**Data shown**
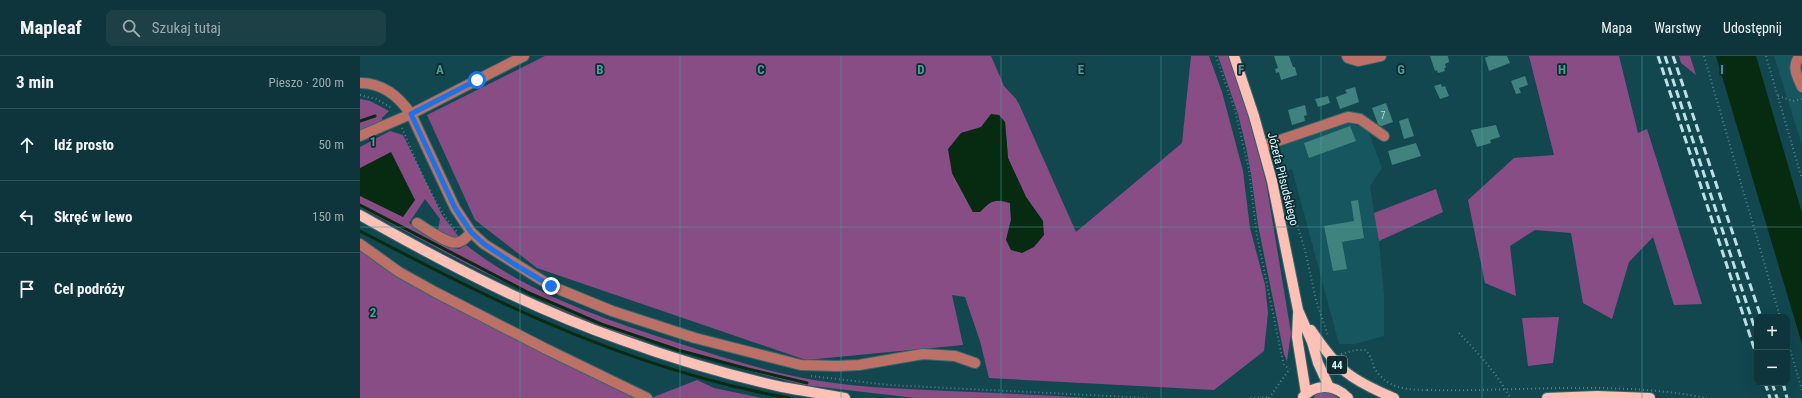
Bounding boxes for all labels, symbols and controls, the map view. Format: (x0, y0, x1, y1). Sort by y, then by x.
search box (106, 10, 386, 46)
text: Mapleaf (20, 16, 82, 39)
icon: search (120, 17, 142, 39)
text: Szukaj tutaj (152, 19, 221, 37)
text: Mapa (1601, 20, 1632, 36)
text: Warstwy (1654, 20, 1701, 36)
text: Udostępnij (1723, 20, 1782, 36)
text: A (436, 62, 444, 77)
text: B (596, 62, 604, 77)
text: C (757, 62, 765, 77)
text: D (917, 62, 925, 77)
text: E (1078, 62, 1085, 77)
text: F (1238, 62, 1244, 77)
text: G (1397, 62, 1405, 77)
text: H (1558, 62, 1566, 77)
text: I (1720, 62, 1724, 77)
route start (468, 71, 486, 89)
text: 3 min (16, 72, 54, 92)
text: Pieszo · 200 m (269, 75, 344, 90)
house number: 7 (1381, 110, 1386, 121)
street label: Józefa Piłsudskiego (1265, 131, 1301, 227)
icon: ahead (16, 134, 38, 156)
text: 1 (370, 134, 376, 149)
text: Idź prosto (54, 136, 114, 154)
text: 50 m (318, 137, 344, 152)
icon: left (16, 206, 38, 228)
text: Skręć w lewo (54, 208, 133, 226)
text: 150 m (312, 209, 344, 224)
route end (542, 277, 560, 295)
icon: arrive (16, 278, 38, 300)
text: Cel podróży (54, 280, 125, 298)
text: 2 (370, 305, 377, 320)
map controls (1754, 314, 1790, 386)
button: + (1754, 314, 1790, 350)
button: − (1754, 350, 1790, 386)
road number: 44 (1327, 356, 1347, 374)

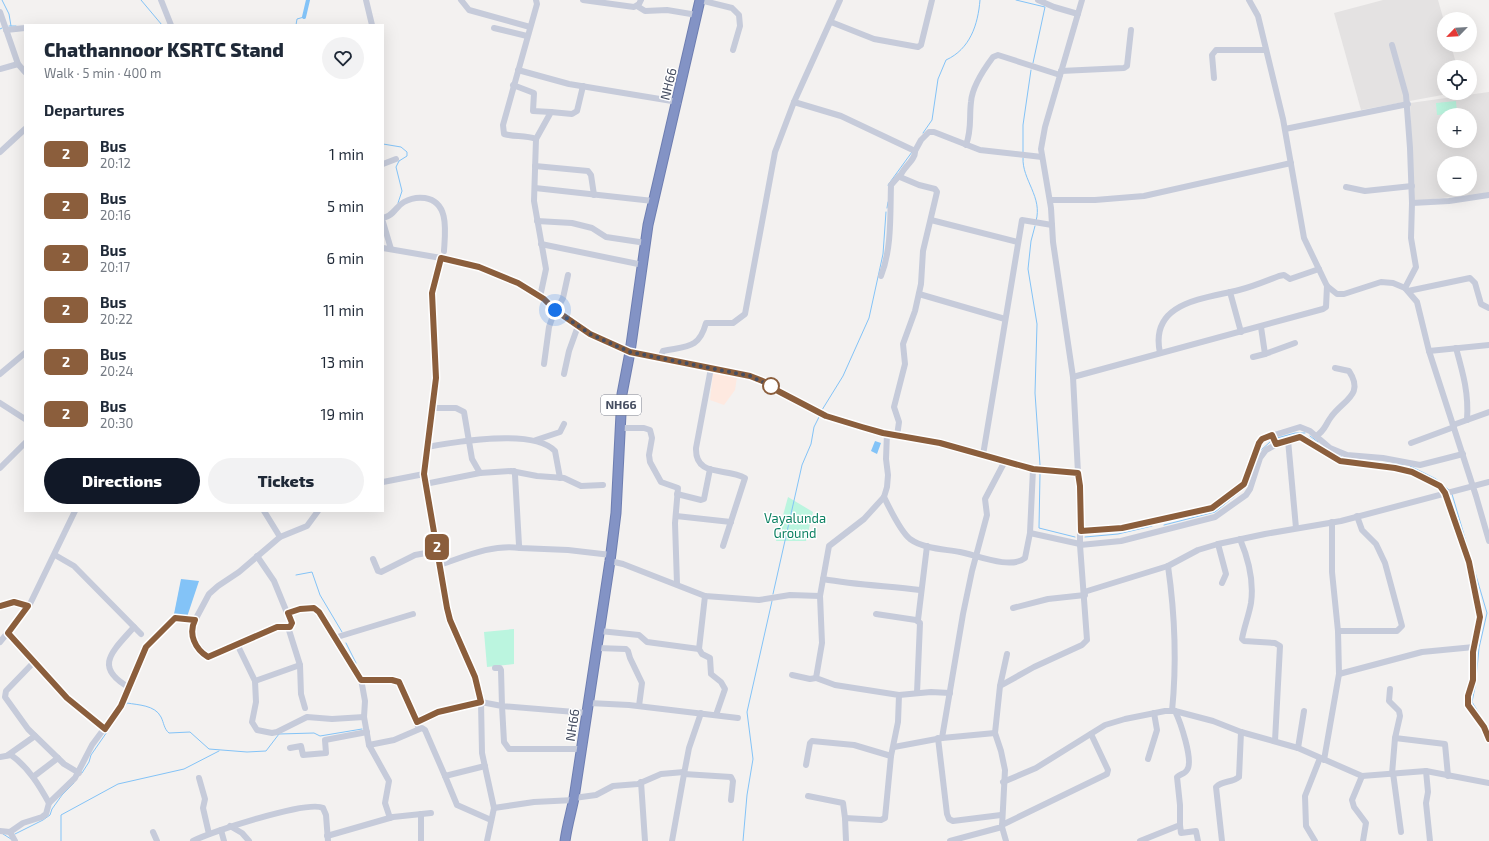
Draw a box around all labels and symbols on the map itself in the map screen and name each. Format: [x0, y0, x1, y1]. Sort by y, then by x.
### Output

**Task statement**
Copy out the listing above in full and keep the pictures out.

**Solution to the problem**
Bounding boxes for all labels, symbols and controls, the map view. Format: (x0, y0, x1, y1). Sort by y, then by x.
search box (106, 10, 386, 46)
text: Mapleaf (20, 16, 82, 39)
icon: search (120, 17, 142, 39)
text: Szukaj tutaj (152, 19, 221, 37)
text: Mapa (1601, 20, 1632, 36)
text: Warstwy (1654, 20, 1701, 36)
text: Udostępnij (1723, 20, 1782, 36)
text: A (436, 62, 444, 77)
text: B (596, 62, 604, 77)
text: C (757, 62, 765, 77)
text: D (917, 62, 925, 77)
text: E (1078, 62, 1085, 77)
text: F (1238, 62, 1244, 77)
text: G (1397, 62, 1405, 77)
text: H (1558, 62, 1566, 77)
text: I (1720, 62, 1724, 77)
route start (468, 71, 486, 89)
text: 3 min (16, 72, 54, 92)
text: Pieszo · 200 m (269, 75, 344, 90)
house number: 7 (1381, 110, 1386, 121)
street label: Józefa Piłsudskiego (1265, 131, 1301, 227)
icon: ahead (16, 134, 38, 156)
text: 1 (370, 134, 376, 149)
text: Idź prosto (54, 136, 114, 154)
text: 50 m (318, 137, 344, 152)
icon: left (16, 206, 38, 228)
text: Skręć w lewo (54, 208, 133, 226)
text: 150 m (312, 209, 344, 224)
route end (542, 277, 560, 295)
icon: arrive (16, 278, 38, 300)
text: Cel podróży (54, 280, 125, 298)
text: 2 (370, 305, 377, 320)
map controls (1754, 314, 1790, 386)
button: + (1754, 314, 1790, 350)
button: − (1754, 350, 1790, 386)
road number: 44 (1327, 356, 1347, 374)

Draw a box around all labels and symbols on the map itself in the map screen and name each. Format: [x0, y0, x1, y1]. Sort by y, then by x.
### Output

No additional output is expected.